NSW Premier Gladys Berejiklian, whose government has rejected calls for lockdowns amid the current outbreak, again denounced any strategy aimed at eliminating COVID-19 transmission in response to the new variant. Such attempts were “not realistic” for a “trading nation,” and it was necessary to “live with the virus.” Editorials in the financial press similarly railed against the “cult of elimination.”
Innes Willox, head of the Australian Industry Group, declared that “total elimination strategies only serve to crush and kill investment and job creation … With many businesses now returning to full operations after the holidays, there is an urgent need for state governments to resist broad lockdown options.”
The comments, featured in the Murdoch-owned Australian newspaper, were directed against the Victorian government’s maintenance of some border restrictions, including an ongoing block on travel from Sydney to Melbourne, under a new “traffic light system.”

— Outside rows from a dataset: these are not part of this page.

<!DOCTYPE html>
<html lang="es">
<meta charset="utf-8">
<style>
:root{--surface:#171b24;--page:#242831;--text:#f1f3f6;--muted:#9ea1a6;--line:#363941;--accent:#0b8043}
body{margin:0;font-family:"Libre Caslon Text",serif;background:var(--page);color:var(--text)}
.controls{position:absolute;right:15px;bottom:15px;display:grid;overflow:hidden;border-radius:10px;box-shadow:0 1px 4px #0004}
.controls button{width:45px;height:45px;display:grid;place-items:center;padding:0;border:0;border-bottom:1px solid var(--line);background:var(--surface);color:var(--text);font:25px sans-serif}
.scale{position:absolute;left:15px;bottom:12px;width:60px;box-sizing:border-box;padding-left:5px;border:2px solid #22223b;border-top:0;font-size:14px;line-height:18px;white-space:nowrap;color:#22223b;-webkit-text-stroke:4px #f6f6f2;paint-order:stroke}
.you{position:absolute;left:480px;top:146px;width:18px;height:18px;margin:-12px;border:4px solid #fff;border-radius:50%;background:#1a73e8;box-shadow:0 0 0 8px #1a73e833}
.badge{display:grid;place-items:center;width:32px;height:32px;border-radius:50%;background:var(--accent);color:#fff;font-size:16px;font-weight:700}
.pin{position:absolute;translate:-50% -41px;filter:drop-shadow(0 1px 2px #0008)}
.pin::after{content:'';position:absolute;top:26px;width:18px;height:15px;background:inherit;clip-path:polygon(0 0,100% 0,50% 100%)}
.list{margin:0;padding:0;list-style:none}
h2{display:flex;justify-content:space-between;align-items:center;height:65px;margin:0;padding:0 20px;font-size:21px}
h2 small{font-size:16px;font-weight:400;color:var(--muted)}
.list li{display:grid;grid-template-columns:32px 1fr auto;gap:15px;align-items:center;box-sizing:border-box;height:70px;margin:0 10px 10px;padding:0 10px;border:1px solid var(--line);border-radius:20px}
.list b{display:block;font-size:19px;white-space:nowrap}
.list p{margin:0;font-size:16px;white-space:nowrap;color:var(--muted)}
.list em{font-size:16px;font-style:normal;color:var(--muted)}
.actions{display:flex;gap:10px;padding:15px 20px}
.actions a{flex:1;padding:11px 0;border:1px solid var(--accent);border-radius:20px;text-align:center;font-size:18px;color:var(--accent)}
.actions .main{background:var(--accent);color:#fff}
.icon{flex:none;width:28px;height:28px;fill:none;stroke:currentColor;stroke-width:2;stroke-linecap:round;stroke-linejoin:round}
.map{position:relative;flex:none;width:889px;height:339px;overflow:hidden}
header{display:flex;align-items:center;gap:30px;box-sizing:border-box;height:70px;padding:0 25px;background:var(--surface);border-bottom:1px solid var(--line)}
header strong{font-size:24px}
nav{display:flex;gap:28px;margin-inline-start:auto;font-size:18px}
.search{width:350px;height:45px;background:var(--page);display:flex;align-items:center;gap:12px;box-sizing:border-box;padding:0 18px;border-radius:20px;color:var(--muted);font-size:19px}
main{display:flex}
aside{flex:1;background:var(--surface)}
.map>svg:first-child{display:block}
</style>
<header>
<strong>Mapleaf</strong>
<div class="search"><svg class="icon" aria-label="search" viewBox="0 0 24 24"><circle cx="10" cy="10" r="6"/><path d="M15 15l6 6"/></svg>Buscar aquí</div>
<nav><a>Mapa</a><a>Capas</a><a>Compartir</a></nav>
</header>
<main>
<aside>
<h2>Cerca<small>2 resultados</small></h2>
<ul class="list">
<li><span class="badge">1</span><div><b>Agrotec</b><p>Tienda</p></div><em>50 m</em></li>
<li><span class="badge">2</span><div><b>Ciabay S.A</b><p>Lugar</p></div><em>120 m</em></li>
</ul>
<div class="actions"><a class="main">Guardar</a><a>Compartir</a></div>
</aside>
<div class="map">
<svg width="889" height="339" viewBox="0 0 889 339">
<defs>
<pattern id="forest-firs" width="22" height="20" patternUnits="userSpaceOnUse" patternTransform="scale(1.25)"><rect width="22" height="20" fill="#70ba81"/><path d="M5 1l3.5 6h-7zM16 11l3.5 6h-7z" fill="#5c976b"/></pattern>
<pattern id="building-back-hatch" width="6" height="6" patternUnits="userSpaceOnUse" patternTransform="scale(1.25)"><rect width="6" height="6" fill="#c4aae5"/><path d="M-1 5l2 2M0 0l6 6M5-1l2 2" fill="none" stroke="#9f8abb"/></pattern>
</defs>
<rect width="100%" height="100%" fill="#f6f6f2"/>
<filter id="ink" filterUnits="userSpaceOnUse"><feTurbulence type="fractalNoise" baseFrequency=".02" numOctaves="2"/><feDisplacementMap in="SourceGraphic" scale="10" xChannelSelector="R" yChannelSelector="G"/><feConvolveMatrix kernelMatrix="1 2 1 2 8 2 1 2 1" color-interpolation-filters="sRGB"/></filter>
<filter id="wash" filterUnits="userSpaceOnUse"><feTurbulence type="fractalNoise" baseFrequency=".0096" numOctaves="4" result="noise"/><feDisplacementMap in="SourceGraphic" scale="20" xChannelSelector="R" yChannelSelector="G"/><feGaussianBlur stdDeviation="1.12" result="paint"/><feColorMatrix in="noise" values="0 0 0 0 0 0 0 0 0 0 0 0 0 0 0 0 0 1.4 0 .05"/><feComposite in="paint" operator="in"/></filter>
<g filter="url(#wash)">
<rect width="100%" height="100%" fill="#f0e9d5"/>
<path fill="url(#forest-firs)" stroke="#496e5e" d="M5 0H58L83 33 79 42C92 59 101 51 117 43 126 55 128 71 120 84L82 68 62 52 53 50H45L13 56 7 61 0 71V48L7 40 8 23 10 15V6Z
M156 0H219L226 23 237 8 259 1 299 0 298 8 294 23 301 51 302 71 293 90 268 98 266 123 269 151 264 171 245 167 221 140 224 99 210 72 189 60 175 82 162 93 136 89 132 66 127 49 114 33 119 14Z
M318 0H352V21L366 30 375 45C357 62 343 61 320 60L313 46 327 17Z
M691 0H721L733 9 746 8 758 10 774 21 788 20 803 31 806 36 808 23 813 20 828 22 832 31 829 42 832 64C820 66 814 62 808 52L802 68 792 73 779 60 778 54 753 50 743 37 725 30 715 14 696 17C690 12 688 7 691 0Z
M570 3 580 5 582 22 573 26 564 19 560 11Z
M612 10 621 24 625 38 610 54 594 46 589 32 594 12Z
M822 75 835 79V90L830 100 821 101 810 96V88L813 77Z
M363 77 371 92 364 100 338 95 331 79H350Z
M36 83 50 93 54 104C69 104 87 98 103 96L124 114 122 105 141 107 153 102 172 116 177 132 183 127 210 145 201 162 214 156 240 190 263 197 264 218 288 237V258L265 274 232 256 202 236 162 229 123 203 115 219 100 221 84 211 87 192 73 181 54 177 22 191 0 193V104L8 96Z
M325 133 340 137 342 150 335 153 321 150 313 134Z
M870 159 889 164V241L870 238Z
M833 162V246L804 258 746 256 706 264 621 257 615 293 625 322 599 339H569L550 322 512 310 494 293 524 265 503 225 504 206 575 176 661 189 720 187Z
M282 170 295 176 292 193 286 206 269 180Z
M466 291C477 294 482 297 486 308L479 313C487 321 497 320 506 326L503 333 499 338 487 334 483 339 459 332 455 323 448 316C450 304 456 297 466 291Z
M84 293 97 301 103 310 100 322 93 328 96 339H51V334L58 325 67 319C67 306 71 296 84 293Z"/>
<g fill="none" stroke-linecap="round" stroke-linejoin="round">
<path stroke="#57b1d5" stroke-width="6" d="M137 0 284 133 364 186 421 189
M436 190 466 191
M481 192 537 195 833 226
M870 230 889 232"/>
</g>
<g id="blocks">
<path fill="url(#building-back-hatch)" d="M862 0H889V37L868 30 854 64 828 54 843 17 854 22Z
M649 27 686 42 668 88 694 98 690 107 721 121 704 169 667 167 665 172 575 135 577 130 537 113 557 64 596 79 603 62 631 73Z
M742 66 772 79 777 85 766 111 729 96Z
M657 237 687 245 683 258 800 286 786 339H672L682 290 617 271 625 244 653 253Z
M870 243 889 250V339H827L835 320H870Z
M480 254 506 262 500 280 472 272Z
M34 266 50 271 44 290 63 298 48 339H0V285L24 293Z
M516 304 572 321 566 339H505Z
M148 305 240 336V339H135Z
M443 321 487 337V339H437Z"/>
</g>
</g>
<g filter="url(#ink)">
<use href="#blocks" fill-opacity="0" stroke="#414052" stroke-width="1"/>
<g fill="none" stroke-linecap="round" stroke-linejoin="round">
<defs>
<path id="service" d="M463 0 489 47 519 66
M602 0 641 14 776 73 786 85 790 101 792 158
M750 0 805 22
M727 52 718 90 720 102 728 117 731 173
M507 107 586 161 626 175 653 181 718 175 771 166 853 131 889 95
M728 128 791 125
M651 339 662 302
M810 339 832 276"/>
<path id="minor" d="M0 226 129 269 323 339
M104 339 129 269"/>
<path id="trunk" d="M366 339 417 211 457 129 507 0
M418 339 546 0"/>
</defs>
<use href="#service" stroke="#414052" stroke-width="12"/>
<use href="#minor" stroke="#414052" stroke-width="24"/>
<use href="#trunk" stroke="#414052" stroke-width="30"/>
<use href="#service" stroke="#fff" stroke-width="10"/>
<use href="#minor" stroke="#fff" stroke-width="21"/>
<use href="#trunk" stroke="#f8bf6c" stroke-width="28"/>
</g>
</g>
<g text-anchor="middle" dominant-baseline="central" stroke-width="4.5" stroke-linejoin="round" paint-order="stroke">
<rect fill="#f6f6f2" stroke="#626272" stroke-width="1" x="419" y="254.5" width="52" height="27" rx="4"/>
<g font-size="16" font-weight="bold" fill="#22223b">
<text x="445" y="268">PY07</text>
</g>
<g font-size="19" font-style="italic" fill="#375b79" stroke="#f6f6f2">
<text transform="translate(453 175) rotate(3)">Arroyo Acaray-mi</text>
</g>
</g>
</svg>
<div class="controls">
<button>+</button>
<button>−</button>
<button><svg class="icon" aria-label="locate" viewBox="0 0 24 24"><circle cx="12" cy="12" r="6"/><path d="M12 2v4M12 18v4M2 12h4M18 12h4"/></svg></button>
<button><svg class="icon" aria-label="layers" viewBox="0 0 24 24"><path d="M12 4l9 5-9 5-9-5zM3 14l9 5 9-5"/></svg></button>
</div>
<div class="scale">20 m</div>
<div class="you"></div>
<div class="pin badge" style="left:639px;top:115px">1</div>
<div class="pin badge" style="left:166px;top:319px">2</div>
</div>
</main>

Those measures have been accompanied by calls from some premiers, including Western Australia Labor leader Mark McGowan, for a greater bid to prevent transmission in New South Wales, amid the emergence of the more virulent strain. McGowan and others who have echoed his calls are speaking for sections of the establishment fearful of the political and economic consequences of a possible mass outbreak, as in Europe or the US.
The response from Berejiklian and the business press again demonstrates that the dominant layers of the ruling elite are committed to preventing lockdown measures, however minimal and necessary, if they in any way impede the operations of the largest businesses. The same calculations that have led to disaster abroad, based on the subordination of workers’ safety and lives to corporate profit, are at work in Australia.